It looks to be the same as do_no_page() though: the update_mmu_cache() is
the last substantive thing which happens in the fault or the syscall.
Andrew Morton writes:
> "Lothar Wassmann" <[email protected]> wrote:
> >
> > And maybe because *every* other call to flush_page_to_ram() has been
> > replaced by one of the new interface macros except that one in
> > filemap_nopage() in 'mm/filemap.c'.
> >
>
> flush_page_to_ram() has been deleted from the kernel.
>
Yes, I know. But did you even read, what I have written?
The macro has still been there in 2.5.30, but was already defined as a
NOP. In every source file where it had been used (except filemap.c), it
was already accompanied by a call to one of 'flush_dcache_page',
'flush_icache_page', 'copy_user_page' or 'clear_user_page' which
obviously took over the function that flush_page_to_ram previously
had. Somewhere around 2.5.46 the obsolete macro was removed and the
piece of code in filemap.c is the only location where it has not been
replaced by one of the new macros. This looks very suspicious to me.
Unfortunately in the i386 Architecture (which I presume is the most
widely spread Linux arch) this macro has always been a NOP, so that
noone could notice it missing somewhere.
> filemap_nopage() is a pagecache function and shouldn't be fiddling with
> cache and/or TLB operations. Unless it touches the page by hand, which it
> does not.
>
Ok, but then some function which is called from filemap_nopage()
should have done the job beforehand.
> Please, test a current kernel.
>
Is 2.5.68 current enough? The problem was even better reproducible
with this kernel than with the old one. So I made all my tests with
2.5.68.
Lothar
From: Andrew Morton <[email protected]>
Date: Fri, 23 May 2003 03:04:09 -0700
"David S. Miller" <[email protected]> wrote:
> I agree. Someone should take a close look at the do_file_page()
> code paths to make sure that's still kosher after such a change.
What would one be looking for? I don't know what the sideeffects of
update_mmu_cache() might be.
It looks to be the same as do_no_page() though: the update_mmu_cache() is
the last substantive thing which happens in the fault or the syscall.
Yes, this is what I was talking about, making sure do_file_page()'s
return path isn't doing a update_mmu_cache() call already.

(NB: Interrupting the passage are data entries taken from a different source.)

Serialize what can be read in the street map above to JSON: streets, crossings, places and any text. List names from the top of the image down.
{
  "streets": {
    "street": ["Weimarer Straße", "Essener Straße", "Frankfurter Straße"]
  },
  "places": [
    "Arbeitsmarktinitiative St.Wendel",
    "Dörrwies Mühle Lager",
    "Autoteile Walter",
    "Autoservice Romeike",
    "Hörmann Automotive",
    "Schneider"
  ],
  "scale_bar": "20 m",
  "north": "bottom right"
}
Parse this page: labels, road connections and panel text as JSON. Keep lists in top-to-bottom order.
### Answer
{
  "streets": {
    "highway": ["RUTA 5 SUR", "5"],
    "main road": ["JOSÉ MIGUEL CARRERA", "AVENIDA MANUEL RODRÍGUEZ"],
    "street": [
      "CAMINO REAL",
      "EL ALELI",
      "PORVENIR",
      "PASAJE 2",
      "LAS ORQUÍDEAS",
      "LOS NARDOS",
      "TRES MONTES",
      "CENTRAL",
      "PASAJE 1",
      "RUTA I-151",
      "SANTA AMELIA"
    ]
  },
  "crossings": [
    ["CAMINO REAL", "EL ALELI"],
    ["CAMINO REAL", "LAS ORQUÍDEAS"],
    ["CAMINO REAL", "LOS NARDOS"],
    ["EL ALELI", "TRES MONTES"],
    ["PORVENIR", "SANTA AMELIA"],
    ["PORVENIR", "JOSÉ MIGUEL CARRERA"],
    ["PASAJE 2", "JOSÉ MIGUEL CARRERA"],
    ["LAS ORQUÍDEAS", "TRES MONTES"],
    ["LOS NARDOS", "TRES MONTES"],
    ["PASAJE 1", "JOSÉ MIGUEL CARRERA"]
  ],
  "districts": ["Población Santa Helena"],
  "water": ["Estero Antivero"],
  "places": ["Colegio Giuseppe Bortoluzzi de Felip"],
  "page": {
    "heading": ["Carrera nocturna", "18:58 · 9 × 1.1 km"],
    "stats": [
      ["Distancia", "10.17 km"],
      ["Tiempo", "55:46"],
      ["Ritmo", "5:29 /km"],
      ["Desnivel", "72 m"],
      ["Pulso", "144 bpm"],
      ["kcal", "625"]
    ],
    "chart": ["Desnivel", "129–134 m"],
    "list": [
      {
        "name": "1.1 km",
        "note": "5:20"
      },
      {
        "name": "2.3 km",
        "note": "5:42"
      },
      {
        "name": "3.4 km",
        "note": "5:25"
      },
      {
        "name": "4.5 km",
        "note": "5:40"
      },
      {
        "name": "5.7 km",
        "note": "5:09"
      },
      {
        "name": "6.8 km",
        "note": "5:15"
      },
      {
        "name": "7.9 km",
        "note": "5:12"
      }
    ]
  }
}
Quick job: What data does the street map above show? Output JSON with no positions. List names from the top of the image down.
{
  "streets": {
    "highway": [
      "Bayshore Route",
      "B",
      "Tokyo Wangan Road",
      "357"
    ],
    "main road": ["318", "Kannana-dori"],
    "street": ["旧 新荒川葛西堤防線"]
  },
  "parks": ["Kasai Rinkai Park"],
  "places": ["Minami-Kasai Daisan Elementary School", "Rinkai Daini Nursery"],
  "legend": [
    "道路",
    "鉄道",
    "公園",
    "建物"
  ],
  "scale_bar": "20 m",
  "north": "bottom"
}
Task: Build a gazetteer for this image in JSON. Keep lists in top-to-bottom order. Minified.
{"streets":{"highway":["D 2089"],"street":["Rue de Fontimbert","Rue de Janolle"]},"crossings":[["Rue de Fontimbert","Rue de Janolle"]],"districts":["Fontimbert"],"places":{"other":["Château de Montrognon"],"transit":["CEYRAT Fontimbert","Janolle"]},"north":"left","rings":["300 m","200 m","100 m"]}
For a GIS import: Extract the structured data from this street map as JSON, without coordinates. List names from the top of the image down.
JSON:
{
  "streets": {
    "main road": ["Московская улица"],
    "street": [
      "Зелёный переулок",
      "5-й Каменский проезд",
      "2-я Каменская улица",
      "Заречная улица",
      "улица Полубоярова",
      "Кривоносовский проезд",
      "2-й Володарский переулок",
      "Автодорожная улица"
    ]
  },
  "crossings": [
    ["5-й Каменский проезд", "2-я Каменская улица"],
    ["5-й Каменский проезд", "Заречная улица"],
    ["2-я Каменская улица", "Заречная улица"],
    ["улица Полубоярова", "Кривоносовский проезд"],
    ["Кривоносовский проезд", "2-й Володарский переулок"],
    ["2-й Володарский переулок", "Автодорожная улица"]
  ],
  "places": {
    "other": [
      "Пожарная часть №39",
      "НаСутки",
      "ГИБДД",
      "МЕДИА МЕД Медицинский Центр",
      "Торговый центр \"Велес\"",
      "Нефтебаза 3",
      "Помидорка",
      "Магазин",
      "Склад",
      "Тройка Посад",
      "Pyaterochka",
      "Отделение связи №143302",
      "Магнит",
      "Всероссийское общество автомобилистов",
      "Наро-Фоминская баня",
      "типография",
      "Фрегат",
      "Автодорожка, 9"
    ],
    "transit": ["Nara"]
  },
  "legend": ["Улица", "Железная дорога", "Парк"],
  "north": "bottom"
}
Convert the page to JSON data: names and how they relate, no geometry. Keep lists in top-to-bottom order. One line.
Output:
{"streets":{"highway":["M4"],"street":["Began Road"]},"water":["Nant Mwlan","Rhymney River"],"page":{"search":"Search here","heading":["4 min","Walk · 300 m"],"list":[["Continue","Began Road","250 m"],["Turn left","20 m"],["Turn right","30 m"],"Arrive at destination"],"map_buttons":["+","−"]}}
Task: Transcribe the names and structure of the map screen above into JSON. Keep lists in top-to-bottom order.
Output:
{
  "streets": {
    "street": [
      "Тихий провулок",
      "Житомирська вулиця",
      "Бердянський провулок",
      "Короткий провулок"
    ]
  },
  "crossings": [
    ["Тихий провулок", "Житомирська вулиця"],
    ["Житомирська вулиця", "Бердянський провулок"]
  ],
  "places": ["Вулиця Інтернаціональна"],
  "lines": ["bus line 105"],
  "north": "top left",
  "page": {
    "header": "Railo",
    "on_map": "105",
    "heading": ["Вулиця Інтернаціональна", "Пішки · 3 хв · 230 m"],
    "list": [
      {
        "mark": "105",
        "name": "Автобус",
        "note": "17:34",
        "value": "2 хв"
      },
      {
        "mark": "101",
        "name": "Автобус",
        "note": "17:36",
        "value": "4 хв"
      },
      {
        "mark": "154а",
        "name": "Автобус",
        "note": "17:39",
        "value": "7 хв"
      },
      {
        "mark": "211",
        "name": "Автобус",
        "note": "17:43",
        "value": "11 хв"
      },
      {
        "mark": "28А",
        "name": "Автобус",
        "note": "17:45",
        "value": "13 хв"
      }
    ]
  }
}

I don't believe this is an error (to do it twice for the same fault)
but it would be superfluous.
"Lothar Wassmann" <[email protected]> wrote:
>
> Andrew Morton writes:
> > "Lothar Wassmann" <[email protected]> wrote:
> > >
> > > And maybe because *every* other call to flush_page_to_ram() has been
> > > replaced by one of the new interface macros except that one in
> > > filemap_nopage() in 'mm/filemap.c'.
> > >
> >
> > flush_page_to_ram() has been deleted from the kernel.
> >
> Yes, I know. But did you even read, what I have written?
Vaguely. It never hurts to repeat things ;)
> Is 2.5.68 current enough?
yes.
filemap_nopage isn't the right place to be doing these things though.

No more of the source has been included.